PROBLEM TO SOLVE: Your output should be the lines of the entries below, exactly, from the first one through the line that holds "padding:0 35px; list-style:none;".

PROVIDED DATA:

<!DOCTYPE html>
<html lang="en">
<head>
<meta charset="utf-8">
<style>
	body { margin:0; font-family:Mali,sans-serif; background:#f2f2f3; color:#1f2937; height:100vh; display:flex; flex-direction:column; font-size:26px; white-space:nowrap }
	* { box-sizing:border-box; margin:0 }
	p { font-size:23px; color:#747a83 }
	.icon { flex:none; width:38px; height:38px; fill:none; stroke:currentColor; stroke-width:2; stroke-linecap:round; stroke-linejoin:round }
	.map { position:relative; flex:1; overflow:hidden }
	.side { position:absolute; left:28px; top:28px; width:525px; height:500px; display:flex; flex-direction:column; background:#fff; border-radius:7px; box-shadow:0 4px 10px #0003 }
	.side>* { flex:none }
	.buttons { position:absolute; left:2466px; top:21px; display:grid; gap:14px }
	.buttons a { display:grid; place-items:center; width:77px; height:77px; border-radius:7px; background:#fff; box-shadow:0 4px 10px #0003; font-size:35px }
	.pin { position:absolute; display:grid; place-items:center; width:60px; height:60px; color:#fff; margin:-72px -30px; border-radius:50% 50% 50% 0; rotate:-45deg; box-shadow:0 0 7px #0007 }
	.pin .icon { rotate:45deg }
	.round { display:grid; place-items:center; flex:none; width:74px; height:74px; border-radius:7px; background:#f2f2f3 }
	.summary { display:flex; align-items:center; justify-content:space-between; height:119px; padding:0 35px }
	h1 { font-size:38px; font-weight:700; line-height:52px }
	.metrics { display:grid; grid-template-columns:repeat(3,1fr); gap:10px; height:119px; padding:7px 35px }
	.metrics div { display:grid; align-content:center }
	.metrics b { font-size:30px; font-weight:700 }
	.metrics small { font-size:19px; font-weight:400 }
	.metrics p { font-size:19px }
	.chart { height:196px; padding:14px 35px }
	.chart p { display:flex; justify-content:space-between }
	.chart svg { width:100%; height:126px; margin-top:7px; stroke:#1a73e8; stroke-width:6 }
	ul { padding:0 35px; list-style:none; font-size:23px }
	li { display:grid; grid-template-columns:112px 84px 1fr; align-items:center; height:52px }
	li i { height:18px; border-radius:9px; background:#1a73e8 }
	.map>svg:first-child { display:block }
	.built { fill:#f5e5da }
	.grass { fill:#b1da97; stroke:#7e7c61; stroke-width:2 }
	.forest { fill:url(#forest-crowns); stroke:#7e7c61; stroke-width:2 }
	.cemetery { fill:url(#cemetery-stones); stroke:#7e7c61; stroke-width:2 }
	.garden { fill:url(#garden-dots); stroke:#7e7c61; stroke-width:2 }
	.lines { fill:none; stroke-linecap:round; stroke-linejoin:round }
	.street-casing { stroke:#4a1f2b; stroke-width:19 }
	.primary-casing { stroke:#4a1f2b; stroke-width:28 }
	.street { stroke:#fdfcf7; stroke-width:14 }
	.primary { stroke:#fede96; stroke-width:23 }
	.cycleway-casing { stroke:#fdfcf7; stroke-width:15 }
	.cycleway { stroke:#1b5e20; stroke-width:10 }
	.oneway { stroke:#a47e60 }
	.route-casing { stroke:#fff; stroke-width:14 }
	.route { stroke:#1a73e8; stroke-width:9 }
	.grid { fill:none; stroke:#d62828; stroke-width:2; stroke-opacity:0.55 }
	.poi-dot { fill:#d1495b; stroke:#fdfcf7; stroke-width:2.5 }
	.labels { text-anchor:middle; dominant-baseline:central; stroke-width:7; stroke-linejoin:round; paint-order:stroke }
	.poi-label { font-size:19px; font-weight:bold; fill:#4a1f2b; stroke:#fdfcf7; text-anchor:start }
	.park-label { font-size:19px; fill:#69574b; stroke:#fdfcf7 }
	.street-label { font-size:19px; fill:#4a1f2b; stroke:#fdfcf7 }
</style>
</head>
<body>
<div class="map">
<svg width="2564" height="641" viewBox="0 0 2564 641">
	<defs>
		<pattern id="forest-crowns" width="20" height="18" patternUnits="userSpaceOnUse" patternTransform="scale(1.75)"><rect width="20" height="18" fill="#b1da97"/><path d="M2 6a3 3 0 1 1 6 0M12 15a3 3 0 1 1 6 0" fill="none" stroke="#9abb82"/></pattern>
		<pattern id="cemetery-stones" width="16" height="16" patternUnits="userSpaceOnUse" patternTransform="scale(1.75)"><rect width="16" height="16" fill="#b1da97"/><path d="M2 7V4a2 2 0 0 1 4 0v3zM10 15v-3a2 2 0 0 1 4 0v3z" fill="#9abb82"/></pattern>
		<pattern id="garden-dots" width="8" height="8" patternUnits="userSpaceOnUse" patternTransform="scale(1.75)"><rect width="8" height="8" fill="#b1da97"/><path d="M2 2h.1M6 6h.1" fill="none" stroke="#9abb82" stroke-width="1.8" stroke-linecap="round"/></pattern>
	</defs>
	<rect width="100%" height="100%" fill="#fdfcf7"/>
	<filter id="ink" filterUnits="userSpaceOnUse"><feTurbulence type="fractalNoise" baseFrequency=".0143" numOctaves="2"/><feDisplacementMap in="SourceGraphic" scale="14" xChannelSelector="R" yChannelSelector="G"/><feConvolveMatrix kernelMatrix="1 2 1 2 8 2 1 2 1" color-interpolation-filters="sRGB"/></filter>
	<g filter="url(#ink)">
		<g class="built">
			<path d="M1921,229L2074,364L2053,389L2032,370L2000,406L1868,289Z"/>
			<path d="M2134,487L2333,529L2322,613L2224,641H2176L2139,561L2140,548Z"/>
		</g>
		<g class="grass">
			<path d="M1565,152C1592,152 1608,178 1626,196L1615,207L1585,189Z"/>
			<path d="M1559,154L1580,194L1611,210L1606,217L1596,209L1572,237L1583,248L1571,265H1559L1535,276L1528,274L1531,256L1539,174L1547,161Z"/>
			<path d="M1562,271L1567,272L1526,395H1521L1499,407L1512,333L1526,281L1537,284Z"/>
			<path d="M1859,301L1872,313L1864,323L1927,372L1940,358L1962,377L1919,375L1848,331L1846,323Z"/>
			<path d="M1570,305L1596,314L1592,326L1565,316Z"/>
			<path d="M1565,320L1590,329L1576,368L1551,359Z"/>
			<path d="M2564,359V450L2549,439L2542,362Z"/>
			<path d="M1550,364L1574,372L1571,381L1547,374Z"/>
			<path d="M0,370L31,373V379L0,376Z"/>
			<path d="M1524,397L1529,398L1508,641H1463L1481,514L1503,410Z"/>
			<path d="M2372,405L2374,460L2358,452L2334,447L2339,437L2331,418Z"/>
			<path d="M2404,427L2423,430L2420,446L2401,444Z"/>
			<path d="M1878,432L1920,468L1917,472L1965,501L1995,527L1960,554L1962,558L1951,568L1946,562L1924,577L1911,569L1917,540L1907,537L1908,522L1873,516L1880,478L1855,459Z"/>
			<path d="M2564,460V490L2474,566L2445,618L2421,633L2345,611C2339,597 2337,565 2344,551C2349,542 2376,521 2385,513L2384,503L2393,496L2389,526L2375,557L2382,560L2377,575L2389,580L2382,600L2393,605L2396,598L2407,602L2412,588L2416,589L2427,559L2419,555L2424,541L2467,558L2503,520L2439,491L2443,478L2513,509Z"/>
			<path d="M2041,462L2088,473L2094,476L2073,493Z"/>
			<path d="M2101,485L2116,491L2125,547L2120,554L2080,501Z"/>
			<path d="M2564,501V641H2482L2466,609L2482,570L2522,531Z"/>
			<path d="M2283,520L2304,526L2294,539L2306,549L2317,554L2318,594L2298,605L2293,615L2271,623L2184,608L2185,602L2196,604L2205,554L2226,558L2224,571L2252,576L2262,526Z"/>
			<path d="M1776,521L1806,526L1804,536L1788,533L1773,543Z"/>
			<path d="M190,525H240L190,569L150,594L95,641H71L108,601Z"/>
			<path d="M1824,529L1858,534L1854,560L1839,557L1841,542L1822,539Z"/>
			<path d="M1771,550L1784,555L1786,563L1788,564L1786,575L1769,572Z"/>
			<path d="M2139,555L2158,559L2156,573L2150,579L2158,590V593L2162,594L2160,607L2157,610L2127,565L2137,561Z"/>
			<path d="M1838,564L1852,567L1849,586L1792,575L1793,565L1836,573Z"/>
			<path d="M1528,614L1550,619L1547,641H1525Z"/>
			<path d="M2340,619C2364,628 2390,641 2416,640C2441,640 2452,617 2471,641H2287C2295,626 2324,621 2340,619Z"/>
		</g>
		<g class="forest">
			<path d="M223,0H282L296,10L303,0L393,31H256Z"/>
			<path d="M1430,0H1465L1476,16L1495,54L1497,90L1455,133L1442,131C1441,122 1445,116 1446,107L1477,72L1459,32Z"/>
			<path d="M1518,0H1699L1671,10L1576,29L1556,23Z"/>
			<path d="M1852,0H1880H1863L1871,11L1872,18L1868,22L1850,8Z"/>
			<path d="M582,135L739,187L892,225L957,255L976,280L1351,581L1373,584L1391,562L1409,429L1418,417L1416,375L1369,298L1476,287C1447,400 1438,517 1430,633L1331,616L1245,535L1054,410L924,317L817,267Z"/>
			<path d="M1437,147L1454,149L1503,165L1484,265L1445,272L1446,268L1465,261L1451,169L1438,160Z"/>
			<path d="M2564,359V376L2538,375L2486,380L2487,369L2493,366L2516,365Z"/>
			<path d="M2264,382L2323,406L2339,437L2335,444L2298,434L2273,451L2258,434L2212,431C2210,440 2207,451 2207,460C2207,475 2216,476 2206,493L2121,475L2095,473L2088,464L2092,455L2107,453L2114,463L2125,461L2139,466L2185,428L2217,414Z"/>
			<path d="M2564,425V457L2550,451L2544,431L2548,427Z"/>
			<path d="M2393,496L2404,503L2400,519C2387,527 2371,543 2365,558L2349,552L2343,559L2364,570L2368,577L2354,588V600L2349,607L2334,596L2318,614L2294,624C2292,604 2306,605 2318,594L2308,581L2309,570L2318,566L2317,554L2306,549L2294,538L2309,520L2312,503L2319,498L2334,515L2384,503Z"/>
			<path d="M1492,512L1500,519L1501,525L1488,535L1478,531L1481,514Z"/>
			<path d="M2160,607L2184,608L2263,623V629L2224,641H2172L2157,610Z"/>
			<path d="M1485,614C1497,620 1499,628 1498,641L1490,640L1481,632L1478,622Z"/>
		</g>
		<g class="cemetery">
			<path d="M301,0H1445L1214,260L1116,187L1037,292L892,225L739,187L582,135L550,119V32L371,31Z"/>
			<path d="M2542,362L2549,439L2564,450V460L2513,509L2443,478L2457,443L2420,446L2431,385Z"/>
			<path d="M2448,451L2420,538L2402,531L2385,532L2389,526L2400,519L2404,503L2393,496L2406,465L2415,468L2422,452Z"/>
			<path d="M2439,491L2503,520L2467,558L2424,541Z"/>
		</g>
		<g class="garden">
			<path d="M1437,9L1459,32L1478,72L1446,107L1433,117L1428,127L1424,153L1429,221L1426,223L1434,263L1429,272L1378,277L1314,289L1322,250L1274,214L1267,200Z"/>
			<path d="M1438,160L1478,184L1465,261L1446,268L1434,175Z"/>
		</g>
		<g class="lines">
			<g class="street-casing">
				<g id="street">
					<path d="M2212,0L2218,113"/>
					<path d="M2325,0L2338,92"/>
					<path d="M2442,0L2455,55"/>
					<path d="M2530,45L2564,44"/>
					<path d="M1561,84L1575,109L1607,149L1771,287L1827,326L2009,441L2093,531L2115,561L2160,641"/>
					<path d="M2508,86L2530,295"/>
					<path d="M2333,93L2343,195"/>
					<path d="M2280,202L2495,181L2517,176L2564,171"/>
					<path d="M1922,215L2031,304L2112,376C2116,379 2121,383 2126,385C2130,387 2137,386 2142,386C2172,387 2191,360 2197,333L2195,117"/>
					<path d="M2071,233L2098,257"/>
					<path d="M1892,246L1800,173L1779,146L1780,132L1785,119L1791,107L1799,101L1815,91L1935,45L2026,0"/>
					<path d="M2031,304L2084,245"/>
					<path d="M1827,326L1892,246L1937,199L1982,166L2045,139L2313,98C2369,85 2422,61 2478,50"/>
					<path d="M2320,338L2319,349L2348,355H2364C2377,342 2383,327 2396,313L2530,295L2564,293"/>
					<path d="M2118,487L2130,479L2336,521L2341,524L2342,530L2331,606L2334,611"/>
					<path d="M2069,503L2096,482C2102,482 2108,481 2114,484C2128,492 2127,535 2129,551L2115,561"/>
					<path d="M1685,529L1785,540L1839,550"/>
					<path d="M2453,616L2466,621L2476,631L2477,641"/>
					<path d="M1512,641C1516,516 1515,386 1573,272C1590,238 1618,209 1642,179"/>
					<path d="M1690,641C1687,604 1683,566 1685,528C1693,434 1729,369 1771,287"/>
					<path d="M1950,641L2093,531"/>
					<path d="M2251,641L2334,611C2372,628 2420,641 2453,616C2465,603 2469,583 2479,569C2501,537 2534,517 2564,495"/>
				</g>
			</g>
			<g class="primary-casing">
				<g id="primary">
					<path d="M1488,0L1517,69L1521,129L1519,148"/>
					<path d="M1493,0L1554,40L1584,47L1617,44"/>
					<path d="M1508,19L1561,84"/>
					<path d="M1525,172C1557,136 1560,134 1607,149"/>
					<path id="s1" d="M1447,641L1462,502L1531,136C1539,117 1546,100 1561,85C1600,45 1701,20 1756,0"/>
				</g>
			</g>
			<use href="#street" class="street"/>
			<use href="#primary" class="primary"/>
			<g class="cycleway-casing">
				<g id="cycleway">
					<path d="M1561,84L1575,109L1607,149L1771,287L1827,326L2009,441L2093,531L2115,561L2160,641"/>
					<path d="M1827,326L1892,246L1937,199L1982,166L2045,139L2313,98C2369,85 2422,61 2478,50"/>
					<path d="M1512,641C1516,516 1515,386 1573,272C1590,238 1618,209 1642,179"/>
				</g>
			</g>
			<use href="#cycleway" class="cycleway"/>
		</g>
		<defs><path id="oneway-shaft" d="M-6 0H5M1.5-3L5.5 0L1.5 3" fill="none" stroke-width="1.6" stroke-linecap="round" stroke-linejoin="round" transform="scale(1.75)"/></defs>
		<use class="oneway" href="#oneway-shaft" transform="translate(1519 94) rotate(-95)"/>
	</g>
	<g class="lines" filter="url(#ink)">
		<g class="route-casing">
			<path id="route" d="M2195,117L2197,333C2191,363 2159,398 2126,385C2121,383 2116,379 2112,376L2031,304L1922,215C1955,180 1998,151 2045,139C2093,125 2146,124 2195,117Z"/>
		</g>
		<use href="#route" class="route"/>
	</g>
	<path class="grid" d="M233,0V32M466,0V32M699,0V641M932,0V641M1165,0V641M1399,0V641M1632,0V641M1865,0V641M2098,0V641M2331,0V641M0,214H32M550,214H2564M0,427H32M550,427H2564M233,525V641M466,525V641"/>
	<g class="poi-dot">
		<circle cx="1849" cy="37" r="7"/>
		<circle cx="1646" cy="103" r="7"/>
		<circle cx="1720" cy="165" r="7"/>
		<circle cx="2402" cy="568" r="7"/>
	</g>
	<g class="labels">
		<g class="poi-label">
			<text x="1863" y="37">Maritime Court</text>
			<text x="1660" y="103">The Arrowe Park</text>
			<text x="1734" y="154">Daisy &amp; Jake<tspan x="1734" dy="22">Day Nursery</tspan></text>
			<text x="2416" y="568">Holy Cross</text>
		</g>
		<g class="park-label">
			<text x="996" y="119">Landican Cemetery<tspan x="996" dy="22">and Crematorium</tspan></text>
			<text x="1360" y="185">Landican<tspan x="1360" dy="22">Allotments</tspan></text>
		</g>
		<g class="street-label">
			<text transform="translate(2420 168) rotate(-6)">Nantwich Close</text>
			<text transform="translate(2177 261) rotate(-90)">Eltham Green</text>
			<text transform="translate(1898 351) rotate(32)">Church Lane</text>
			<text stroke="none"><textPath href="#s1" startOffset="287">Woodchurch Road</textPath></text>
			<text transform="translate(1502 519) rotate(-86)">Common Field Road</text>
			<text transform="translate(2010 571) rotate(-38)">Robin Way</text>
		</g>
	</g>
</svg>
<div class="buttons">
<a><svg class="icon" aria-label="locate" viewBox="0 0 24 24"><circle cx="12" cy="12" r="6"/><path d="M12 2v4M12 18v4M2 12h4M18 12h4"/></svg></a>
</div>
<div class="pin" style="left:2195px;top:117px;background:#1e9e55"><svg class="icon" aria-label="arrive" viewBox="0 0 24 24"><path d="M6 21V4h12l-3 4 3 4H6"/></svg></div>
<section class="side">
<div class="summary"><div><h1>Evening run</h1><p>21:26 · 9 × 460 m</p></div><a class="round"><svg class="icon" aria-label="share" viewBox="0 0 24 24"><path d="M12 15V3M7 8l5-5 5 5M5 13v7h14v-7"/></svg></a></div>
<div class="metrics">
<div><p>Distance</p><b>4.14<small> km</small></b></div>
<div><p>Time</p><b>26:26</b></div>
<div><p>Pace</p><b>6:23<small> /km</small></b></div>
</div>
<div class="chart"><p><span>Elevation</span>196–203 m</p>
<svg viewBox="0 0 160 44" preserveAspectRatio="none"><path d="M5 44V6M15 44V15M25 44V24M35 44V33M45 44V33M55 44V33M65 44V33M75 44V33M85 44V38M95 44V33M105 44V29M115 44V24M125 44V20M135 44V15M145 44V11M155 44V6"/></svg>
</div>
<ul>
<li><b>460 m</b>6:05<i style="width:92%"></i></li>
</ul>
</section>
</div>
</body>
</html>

ANSWER TO THE PROBLEM:
<!DOCTYPE html>
<html lang="en">
<head>
<meta charset="utf-8">
<style>
	body { margin:0; font-family:Mali,sans-serif; background:#f2f2f3; color:#1f2937; height:100vh; display:flex; flex-direction:column; font-size:26px; white-space:nowrap }
	* { box-sizing:border-box; margin:0 }
	p { font-size:23px; color:#747a83 }
	.icon { flex:none; width:38px; height:38px; fill:none; stroke:currentColor; stroke-width:2; stroke-linecap:round; stroke-linejoin:round }
	.map { position:relative; flex:1; overflow:hidden }
	.side { position:absolute; left:28px; top:28px; width:525px; height:500px; display:flex; flex-direction:column; background:#fff; border-radius:7px; box-shadow:0 4px 10px #0003 }
	.side>* { flex:none }
	.buttons { position:absolute; left:2466px; top:21px; display:grid; gap:14px }
	.buttons a { display:grid; place-items:center; width:77px; height:77px; border-radius:7px; background:#fff; box-shadow:0 4px 10px #0003; font-size:35px }
	.pin { position:absolute; display:grid; place-items:center; width:60px; height:60px; color:#fff; margin:-72px -30px; border-radius:50% 50% 50% 0; rotate:-45deg; box-shadow:0 0 7px #0007 }
	.pin .icon { rotate:45deg }
	.round { display:grid; place-items:center; flex:none; width:74px; height:74px; border-radius:7px; background:#f2f2f3 }
	.summary { display:flex; align-items:center; justify-content:space-between; height:119px; padding:0 35px }
	h1 { font-size:38px; font-weight:700; line-height:52px }
	.metrics { display:grid; grid-template-columns:repeat(3,1fr); gap:10px; height:119px; padding:7px 35px }
	.metrics div { display:grid; align-content:center }
	.metrics b { font-size:30px; font-weight:700 }
	.metrics small { font-size:19px; font-weight:400 }
	.metrics p { font-size:19px }
	.chart { height:196px; padding:14px 35px }
	.chart p { display:flex; justify-content:space-between }
	.chart svg { width:100%; height:126px; margin-top:7px; stroke:#1a73e8; stroke-width:6 }
	ul { padding:0 35px; list-style:none; font-size:23px }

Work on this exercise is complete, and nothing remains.